Le terme de transfert culturel a été mis parfois en relation avec l'origine disciplinaire de certains des premiers chercheurs à s'en réclamer, des germanistes, des philologues, rencontrant des domaines aussi "étrangers" que l'histoire sociale. Il faut être clair sur cette question disciplinaire.

L'opposition entre les cultures savantes et les cultures matérielles est dans une certaine mesure factice. La théologie – de l'empire Inca aux sociétés monastiques du Moyen âge – est aussi un mode de production, ce que dit la notion englobante de culture. La "Sachphilologie" de Böckh est aussi une des racines de l'histoire culturelle. L'histoire de l'art observant dès le XIXe siècle des transferts diachroniques entre par exemple l'Antiquité et l'art des cathédrales a été un des modèles de la recherche sur les transferts culturels. Le fait que les frontières entre les disciplines soient devenues poreuses voire évanescentes signifie aussi que, comme la philologie, l'histoire sociale a perdu toute vocation à exercer quelque magistère que ce soit. L'heure est plutôt à une histoire culturelle tenant compte non seulement des données sociales mais aussi, entre autres, des faits de langue, de l'art, de l'ethno-anthropologie, etc. Cette interdisciplinarité radicale qui substitue des questions aux disciplines académiques doit naturellement trouver ses limites dans une autocensure visant à la prémunir contre le dilettantisme.

La communauté des spécialistes de sciences humaines se réclamant de la recherche sur les transferts culturels est en voie de fournir les bases d'une historiographie de l'espace européen mais aussi plus largement des relations entre cet espace et des régions du monde jusque-là peu explorées. Il lui manque essentiellement pour cela des historiens spécialistes d'aires linguistiques que les institution d'Europe occidentale ont jusqu'à présent marginalisées. Cette redistribution s'impose d'ailleurs aussi au sein même de l'espace européen. La recherche sur les transferts culturels combine sans s'en cacher des éléments d'histoire sociale avec des éléments d'herméneutique. Peut-être cette combinaison la rend-elle plus attentive à l'histoire des sciences humaines qui, plus que toute autre, doit cesser d'être envisagée dans des cadres strictement nationaux. Parmi les travaux accomplis qui se réclament des transferts culturels il en est beaucoup qui illustrent cette véritable obsession réflexive.

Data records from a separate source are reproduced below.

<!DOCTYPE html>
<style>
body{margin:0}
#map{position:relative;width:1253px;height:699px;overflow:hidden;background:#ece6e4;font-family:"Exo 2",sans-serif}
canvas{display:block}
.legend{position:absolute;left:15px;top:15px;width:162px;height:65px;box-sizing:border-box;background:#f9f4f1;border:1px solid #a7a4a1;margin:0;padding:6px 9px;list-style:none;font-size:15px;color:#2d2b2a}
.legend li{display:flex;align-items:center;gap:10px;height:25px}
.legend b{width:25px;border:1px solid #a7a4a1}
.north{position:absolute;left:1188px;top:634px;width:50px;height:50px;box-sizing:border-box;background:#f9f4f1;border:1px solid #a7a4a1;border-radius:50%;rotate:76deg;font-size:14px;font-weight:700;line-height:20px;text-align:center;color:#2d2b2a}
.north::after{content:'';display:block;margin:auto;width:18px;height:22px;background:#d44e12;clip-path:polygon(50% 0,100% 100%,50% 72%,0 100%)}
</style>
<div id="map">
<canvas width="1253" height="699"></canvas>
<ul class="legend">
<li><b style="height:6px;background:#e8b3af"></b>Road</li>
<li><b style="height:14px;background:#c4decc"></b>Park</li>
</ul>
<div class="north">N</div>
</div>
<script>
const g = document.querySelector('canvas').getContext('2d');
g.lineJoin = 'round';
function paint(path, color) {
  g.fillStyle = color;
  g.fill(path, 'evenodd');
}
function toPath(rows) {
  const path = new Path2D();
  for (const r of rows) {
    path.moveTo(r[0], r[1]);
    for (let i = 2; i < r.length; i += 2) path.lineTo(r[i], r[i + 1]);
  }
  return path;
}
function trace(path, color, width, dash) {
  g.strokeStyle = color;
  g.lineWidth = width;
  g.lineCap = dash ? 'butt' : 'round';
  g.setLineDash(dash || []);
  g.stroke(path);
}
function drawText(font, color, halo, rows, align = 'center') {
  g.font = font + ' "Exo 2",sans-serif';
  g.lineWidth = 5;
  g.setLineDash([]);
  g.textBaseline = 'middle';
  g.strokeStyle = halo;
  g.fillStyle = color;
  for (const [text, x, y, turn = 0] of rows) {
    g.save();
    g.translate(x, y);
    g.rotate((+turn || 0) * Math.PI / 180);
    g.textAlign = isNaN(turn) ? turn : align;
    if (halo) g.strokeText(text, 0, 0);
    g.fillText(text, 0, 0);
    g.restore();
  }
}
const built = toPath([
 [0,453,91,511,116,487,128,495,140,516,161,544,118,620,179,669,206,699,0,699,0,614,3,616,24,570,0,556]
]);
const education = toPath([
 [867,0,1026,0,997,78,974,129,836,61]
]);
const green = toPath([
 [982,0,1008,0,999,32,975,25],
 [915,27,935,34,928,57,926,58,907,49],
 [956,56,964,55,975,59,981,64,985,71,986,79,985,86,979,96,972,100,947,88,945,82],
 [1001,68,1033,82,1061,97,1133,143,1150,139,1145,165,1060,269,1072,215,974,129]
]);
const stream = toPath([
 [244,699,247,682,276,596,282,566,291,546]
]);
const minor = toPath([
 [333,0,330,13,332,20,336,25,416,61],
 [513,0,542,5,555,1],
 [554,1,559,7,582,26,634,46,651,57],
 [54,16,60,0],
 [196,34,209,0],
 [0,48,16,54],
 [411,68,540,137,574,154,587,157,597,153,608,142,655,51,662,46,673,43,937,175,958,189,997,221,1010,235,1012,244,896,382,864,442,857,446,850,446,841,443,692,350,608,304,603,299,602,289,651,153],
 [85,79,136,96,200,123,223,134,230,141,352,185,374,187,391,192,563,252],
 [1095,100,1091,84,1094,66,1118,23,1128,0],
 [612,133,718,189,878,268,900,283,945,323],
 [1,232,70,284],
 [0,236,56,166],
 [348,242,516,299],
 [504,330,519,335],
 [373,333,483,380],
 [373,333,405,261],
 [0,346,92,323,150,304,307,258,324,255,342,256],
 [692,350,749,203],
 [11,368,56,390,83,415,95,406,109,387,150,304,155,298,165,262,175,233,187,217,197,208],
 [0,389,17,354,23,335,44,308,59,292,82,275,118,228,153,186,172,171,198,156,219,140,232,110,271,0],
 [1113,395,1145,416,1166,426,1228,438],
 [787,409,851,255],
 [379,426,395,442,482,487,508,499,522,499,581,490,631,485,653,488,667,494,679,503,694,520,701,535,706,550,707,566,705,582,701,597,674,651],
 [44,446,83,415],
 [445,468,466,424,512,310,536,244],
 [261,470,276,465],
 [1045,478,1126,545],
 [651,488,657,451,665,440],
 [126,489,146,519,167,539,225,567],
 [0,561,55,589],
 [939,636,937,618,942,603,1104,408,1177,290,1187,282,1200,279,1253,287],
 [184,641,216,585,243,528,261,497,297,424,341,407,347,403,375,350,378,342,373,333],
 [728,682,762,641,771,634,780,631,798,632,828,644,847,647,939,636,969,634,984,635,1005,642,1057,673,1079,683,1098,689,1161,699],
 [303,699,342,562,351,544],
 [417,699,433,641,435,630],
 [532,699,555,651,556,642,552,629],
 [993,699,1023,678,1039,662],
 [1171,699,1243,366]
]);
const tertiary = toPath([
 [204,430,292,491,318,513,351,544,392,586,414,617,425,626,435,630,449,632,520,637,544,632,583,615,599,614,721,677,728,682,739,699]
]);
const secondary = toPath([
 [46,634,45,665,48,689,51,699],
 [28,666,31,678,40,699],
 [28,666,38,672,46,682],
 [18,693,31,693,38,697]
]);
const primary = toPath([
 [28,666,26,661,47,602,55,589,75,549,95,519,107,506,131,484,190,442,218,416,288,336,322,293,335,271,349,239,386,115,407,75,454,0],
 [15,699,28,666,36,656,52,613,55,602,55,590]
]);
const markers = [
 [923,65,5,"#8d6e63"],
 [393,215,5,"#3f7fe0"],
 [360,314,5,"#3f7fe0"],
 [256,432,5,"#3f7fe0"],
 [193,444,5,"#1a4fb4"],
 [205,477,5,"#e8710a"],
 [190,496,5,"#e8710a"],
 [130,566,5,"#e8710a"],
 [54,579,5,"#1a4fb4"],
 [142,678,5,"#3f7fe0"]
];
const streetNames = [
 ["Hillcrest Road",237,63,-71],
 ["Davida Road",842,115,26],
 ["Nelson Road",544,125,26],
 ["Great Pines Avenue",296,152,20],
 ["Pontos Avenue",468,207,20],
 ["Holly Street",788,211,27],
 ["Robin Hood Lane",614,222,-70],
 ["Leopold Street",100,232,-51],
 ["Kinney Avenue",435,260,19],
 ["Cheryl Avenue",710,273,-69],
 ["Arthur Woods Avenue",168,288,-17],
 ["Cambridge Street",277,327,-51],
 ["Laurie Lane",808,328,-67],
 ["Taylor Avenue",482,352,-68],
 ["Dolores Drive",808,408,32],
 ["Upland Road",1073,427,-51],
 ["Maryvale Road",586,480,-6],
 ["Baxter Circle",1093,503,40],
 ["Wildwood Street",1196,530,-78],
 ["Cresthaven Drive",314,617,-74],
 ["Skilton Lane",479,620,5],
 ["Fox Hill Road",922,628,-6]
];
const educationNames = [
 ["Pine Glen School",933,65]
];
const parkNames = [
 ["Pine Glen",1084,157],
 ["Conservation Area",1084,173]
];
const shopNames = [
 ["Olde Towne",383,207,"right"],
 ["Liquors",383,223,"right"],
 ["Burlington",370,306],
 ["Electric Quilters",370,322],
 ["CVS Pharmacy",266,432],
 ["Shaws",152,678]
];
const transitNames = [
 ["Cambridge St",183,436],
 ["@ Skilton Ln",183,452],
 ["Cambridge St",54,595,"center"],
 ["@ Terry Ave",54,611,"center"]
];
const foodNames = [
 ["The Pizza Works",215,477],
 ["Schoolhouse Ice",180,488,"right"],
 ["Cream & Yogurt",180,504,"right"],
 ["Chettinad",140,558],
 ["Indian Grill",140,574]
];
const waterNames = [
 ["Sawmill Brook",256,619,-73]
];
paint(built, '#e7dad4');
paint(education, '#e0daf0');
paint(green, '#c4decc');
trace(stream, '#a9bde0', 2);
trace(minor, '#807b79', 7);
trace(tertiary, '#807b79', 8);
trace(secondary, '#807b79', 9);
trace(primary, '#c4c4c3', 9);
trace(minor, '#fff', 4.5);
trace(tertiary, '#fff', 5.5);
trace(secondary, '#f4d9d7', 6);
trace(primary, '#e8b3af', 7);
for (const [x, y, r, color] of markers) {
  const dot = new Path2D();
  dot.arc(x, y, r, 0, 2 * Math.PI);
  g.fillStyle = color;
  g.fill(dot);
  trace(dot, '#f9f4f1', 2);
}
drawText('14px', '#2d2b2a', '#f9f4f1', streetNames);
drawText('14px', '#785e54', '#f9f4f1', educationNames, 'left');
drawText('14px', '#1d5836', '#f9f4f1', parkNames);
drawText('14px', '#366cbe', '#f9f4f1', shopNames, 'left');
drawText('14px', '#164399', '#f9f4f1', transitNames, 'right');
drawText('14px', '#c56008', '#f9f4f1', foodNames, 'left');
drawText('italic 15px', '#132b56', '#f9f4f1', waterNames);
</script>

En résumé, rappelons-le, les transferts culturels ne se veulent pas un corps de doctrine mais une méthode évolutive avec des nuances sensibles entre ses divers représentants. C'est dire que le dialogue avec toutes les tendances de l'histoire culturelle partageant une partie de ses préoccupations est éminemment souhaitable. Chacun sait toutefois que la visibilité d'une historiographie, bien plus que celle d'histoires singulières, est un enjeu important dans ce que Bourdieu considérait comme l'accumulation du capital symbolique. Le vrai problème d'une ouverture sur l'histoire des imbrications entre les cultures serait peut-être de rappeler que les programmes ne valent que pour ce qu'ils réalisent et que le réflexe de l'accumulation symbolique primitive mériterait d'être enfin dépassé au profit d'une libre circulation des idées et des méthodes.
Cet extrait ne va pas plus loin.